Though facing tough economic times and with no end in sight as auto sales continue to decline, several big name carmakers who pulled out of the Detroit Auto Show participated in the 101st Chicago Auto Show this week in order to strut their stuff and stay in the game.
Auto shows are generally where carmakers unveil and display their newest, hottest vehicles to both industry rivals and the press. But with the current economic crisis affecting this industry on every level, many carmakers have opted out of attending auto shows to reduce expenses.
Auto shows are a form of marketing, and when money is tight, marketing and advertising are the first things that get the axe. For the first time in a long time, major companies sat out Industry Week in Vegas, and the Big 3 failed to run a single ad during the Super Bowl, the biggest ad event of the year.

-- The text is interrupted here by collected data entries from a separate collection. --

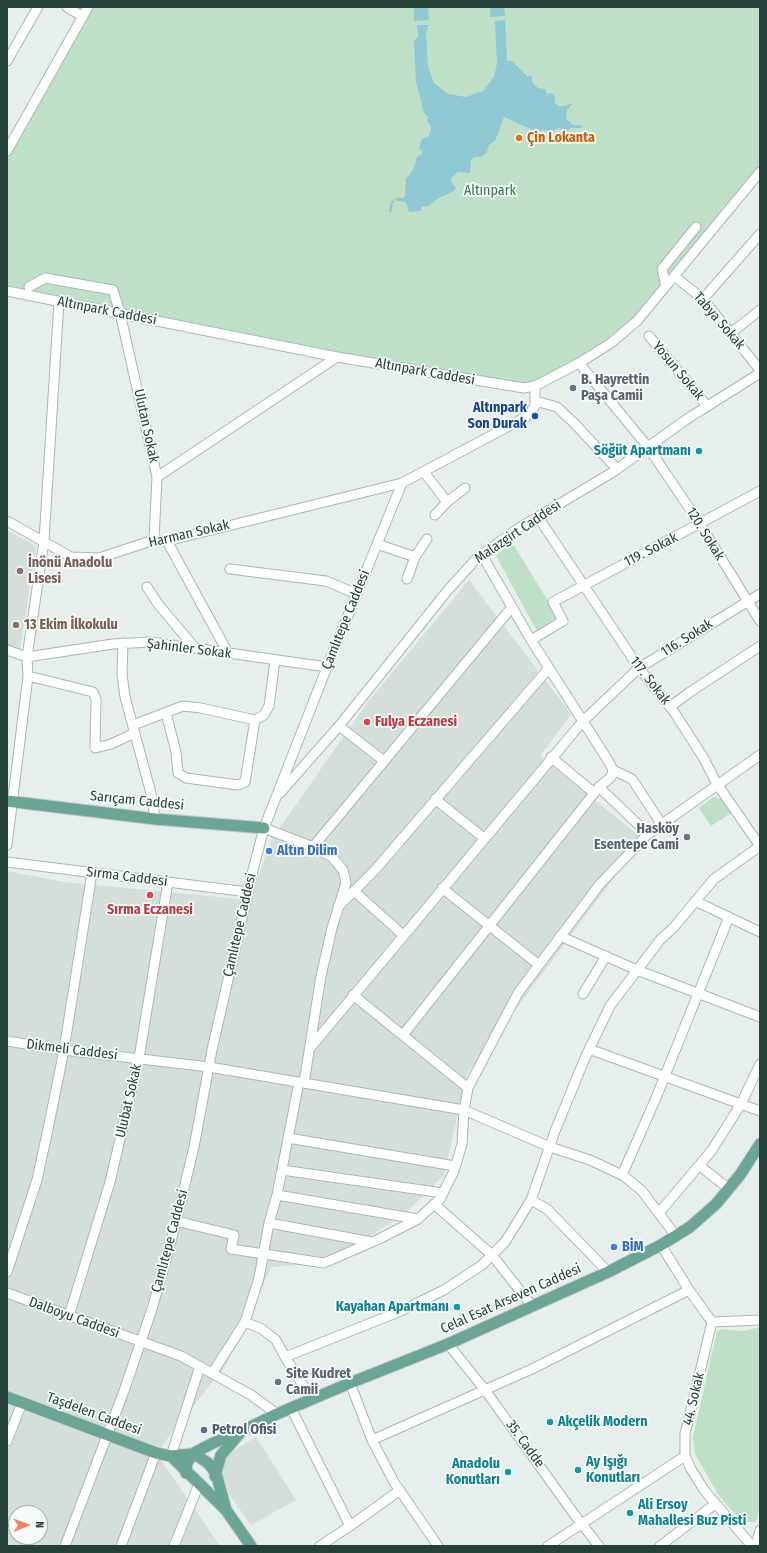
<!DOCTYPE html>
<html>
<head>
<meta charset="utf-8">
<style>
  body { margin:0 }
  #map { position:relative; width:767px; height:1553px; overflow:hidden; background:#e6efeb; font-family:"Fira Sans Condensed",sans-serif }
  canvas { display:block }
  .frame { position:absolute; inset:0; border:8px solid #24423a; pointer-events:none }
  .north { position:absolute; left:8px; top:1505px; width:40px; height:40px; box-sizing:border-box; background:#f7fbf9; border:1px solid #a3b1ad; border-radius:50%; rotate:89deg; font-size:11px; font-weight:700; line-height:16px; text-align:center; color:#24423a }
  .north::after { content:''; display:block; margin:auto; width:14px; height:18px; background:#f4845f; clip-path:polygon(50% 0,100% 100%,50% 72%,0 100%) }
</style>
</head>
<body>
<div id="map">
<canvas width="767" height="1553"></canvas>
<div class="frame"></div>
<div class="north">N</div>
</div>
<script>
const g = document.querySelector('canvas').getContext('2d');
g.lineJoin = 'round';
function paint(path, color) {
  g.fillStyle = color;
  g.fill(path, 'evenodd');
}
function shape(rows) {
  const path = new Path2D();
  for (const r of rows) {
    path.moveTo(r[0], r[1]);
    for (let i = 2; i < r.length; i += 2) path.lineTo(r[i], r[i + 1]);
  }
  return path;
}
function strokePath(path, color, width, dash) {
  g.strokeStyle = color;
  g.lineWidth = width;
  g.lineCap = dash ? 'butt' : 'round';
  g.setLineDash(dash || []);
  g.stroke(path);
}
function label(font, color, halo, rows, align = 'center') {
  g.font = font + ' "Fira Sans Condensed",sans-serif';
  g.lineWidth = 3.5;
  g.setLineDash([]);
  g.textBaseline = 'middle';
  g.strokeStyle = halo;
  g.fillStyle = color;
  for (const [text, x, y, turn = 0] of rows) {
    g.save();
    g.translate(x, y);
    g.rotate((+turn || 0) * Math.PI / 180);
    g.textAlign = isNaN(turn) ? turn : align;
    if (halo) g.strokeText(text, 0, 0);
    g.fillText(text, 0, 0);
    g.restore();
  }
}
paint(shape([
  [7,530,36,546,20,650,7,645],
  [469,580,571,714,540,756,643,839,467,1074,444,1175,403,1216,324,1263,271,1267,226,1365,156,1453,220,1546,7,1546,7,871,64,882,250,900,271,840,286,819,367,703],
  [16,1513,40,1513,40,1537,16,1537],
  [256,1437,296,1500,251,1525,230,1496,223,1475,224,1462,230,1453]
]), '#d4dfda');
paint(shape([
  [88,7,760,7,760,172,637,321,611,343,524,388,7,291,7,151],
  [511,541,558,617,537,631,496,556],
  [713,797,722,799,733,812,711,826,699,808],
  [760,1327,760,1507,756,1522,742,1522,719,1496,695,1454,693,1437,717,1331,723,1329,743,1331]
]), '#bfe0c8');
paint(shape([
  [414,7,428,7,429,20,414,21],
  [490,7,504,7,505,16,490,17],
  [505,20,507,61,512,61,528,77,531,75,533,83,538,88,545,89,547,94,552,93,555,97,554,102,558,106,564,106,573,103,567,110,566,119,573,125,581,125,582,128,571,128,564,134,559,127,552,132,543,130,537,132,504,117,495,141,489,145,487,152,481,157,474,157,471,160,470,173,458,172,452,177,451,182,456,188,454,191,439,198,427,207,422,206,420,211,409,212,406,202,394,200,391,212,389,212,391,202,397,198,403,198,405,196,406,179,414,168,417,157,422,154,422,151,419,148,422,139,429,136,431,131,431,126,427,121,428,117,424,113,416,82,414,42,418,36,417,25,429,25,426,32,428,67,434,83,448,94,466,97,483,91,494,77,497,63,495,21]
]), '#8ec9d4');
const minor = shape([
  [67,7,83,17],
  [7,61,38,7],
  [7,151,88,7],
  [674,276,703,299,760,370],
  [666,286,662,269,696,227],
  [29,287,45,278,113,290,120,313,157,477,154,540],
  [7,291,337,357,524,388,535,386,579,363,611,343,637,321,760,172],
  [703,299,760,234],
  [731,333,760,310],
  [649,336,707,406],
  [579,363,648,447,700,524,760,621],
  [535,401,557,407,574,423,617,469],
  [424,472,447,502,465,488],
  [157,477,337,357],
  [435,515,447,502],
  [538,517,639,668,674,712,703,757,717,784,760,846],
  [7,521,71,557,99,558,154,540,167,541,402,483],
  [167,541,228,653],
  [377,544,415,557],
  [230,569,326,581,357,594],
  [407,579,415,557,427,539],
  [147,587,158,604,195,648],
  [531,640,563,621,553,602,760,491],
  [123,643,122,674,125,697,152,797,155,819],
  [7,650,27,657,113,644,151,642,327,667],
  [28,676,93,692,96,699,95,748,111,744,135,733],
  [670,707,690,692,760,646],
  [166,713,176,752,178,773,186,778,238,785,245,782,255,720],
  [133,725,183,706,201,708,255,720,264,715,269,706,275,660],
  [339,726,384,761],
  [551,757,594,793],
  [613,770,632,779,662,825],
  [599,787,648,834],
  [280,793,339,726,448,590,476,559,519,528,613,472,687,419,760,373],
  [435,799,484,838],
  [264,828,313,847,332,857,343,870,346,883,332,928,321,976,304,1083],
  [7,845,28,676,27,657,44,541,59,302],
  [313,847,512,607],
  [7,862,248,892],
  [442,888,539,965],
  [354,891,403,935],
  [695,901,760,932],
  [338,907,375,870,549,668],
  [560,936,637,970,760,1017],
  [583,994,606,956],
  [353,995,468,1088],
  [403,1035,599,787,611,777,613,770,609,762,531,640,482,555],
  [7,1041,64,1050,209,1067,464,1110,550,1147,590,1160,624,1176,642,1191,676,1236],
  [310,1048,583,721,639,668,760,594],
  [589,1049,760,1111],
  [288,1138,455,1166],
  [700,1166,729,1189],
  [282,1170,443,1193],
  [622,1175,656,1098,729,917],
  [277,1195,299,1082],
  [531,1200,547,1209,608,1272],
  [434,1204,492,1255,532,1306],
  [659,1213,712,1150,741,1104,760,1064],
  [176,1221,234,1235,231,1249,324,1263,379,1239,418,1219,440,1199,454,1171,462,1144,464,1110,468,1088,518,993,600,884,648,834,760,755],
  [372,1242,269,1223,277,1195,418,1219],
  [661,1245,689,1290,712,1322,685,1434,685,1456,691,1469,704,1490,752,1546],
  [7,1272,37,1180,49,1124,64,1050,92,873],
  [7,1293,181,1356,251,1395,277,1414],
  [69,1316,110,1182,139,1058,168,882],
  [245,1322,262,1329,276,1340,285,1357,401,1311,444,1290,482,1265,505,1242,531,1200,555,1131,585,1058,610,1006,660,940,674,927,714,879,760,846],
  [712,1322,760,1320],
  [448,1344,485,1390,574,1514,599,1546],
  [285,1357,312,1399],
  [213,1372,245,1322,259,1278,269,1223],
  [350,1383,372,1440,394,1482,438,1546],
  [291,1408,350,1526,400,1490],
  [372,1440,532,1369,689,1290],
  [7,1441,22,1403],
  [171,1456,200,1366],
  [65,1546,124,1391,152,1309,173,1234,194,1147,212,1050,253,870,264,828,327,667,402,483,526,417,535,406,535,386],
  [121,1546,156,1453],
  [174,1546,199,1484],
  [320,1546,350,1526],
  [548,1546,685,1456],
  [660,1546,715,1504],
  [756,1546,760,1530]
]);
const major = shape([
  [7,801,155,819,264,828],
  [7,1397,156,1453,171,1456,192,1454,199,1457,208,1463,216,1473,226,1510],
  [171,1456,226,1510,251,1546],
  [186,1473,187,1463,192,1454,213,1443,240,1432,277,1414,350,1383,448,1344,608,1272,661,1245,690,1227,716,1204,740,1175,760,1144],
  [215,1476,221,1455,240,1433]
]);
strokePath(minor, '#a8b8b2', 11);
strokePath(major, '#c2cac8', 13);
strokePath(minor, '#fff', 9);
strokePath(major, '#6aa596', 11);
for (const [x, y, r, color] of [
  [519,138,4,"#e8710a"],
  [573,388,4,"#6b7280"],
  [535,416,4,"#1a4fb4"],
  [699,451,4,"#0f9aa8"],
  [20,571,4,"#8d6e63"],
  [16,625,4,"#8d6e63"],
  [367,722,4,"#e0444e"],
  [687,837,4,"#6b7280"],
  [269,851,4,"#3f7fe0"],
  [150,895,4,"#e0444e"],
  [614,1247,4,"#3f7fe0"],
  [457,1307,4,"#0f9aa8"],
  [278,1382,4,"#6b7280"],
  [550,1422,4,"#0f9aa8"],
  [204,1430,4,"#5c6f8a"],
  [578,1470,4,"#0f9aa8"],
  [508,1472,4,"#0f9aa8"],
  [630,1513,4,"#0f9aa8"]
]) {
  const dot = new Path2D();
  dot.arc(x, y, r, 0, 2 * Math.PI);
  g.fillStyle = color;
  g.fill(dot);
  strokePath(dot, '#f7fbf9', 1.5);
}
label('bold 14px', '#c56008', '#f7fbf9', [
  ["Çin Lokanta",527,138]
], 'left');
label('14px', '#2d7a4b', '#f7fbf9', [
  ["Altınpark",490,191]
]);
label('14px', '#24423a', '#f7fbf9', [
  ["Altınpark Caddesi",107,311,11],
  ["Tabya Sokak",719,321,49],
  ["Yosun Sokak",678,371,50],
  ["Altınpark Caddesi",425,372,10],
  ["Ulutan Sokak",146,426,78],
  ["Malazgirt Caddesi",518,532,-34],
  ["Harman Sokak",189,534,-13],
  ["120. Sokak",705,534,58],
  ["119. Sokak",651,550,-27],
  ["Çamlıtepe Caddesi",346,620,-68],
  ["116. Sokak",687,638,-32],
  ["Şahinler Sokak",189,649,7],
  ["117. Sokak",650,681,52],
  ["Sarıçam Caddesi",137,801,6],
  ["Sırma Caddesi",127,877,7],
  ["Çamlıtepe Caddesi",240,925,-77],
  ["Dikmeli Caddesi",72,1050,7],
  ["Ulubat Sokak",129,1101,-77],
  ["Çamlıtepe Caddesi",170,1241,-75],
  ["Celal Esat Arseven Caddesi",511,1299,-24],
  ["Dalboyu Caddesi",74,1318,20],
  ["44. Sokak",694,1399,-77],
  ["Taşdelen Caddesi",94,1414,20],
  ["35. Cadde",525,1444,54]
]);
label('bold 14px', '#5b616d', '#f7fbf9', [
  ["B. Hayrettin",581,380],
  ["Paşa Camii",581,396],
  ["Hasköy",679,829,"right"],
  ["Esentepe Cami",679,845,"right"],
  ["Site Kudret",286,1374],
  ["Camii",286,1390]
], 'left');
label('bold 14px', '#164399', '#f7fbf9', [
  ["Altınpark",527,408],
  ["Son Durak",527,424]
], 'right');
label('bold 14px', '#0d838f', '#f7fbf9', [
  ["Söğüt Apartmanı",691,451],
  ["Kayahan Apartmanı",449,1307],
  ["Akçelik Modern",558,1422,"left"],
  ["Ay Işığı",586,1462,"left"],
  ["Konutları",586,1478,"left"],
  ["Anadolu",500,1464],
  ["Konutları",500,1480],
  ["Ali Ersoy",638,1505,"left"],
  ["Mahallesi̇ Buz Pisti",638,1521,"left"]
], 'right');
label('bold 14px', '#785e54', '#f7fbf9', [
  ["İnönü Anadolu",28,563],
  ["Lisesi",28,579],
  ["13 Ekim İlkokulu",24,625]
], 'left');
label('bold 14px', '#be3a42', '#f7fbf9', [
  ["Fulya Eczanesi",375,722],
  ["Sırma Eczanesi",150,910,"center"]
], 'left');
label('bold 14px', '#366cbe', '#f7fbf9', [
  ["Altın Dilim",277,851],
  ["BİM",622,1247]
], 'left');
label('bold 14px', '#4e5e75', '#f7fbf9', [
  ["Petrol Ofisi",212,1430]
], 'left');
</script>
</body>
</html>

And that’s why so many industry experts were surprised to find Nissan, Suzuki, Land Rover, Rolls Royce and Infiniti exhibiting their cars on the Chicago Auto Show’s floor at McCormick Place. Just one month ago, you couldn’t find them in the Detroit Cobo Center, although the Detroit Show is considered to be more popular and prestigious than the event in Chicago.
“Except Porsche and Chinese carmakers, almost all have been here,” said Mark Scarpelli, chairman of the 2009 Chicago Auto Show.
“There are big differences between the Chicago Auto Show and Detroit. Chicago is a consumer show. It is the biggest physical layout among any auto shows in North America. This is the show that gets the most attendance from the consumers. It can get the people behind the wheels and get them into the dealer’s showrooms to buy cars. But the Detroit Auto Show is more of a media and presence of automakers showing their new cars,” Scarpelli explained.
According to the introduction materials provided by the organizing committee, the Chicago Auto Show, first staged in 1901, is the largest auto show in North America and has been held more times than any other auto exposition on the continent. It is reported that the show draws about one million visitors each year.
“We have been gratified that companies have been looking for ways to stay in the show rather than reasons to leave,” said Jerry Cizek, general manager of the Chicago Auto Show.
Cizek noted that while some exhibitors have downsized their exhibits, the Chicago show has not seen the kind of exhibitor exodus experienced by other shows. The key to that success, according to Cizek, is that the Chicago Auto Show sells cars and trucks. For an industry starving for success, that’s an important strength to own.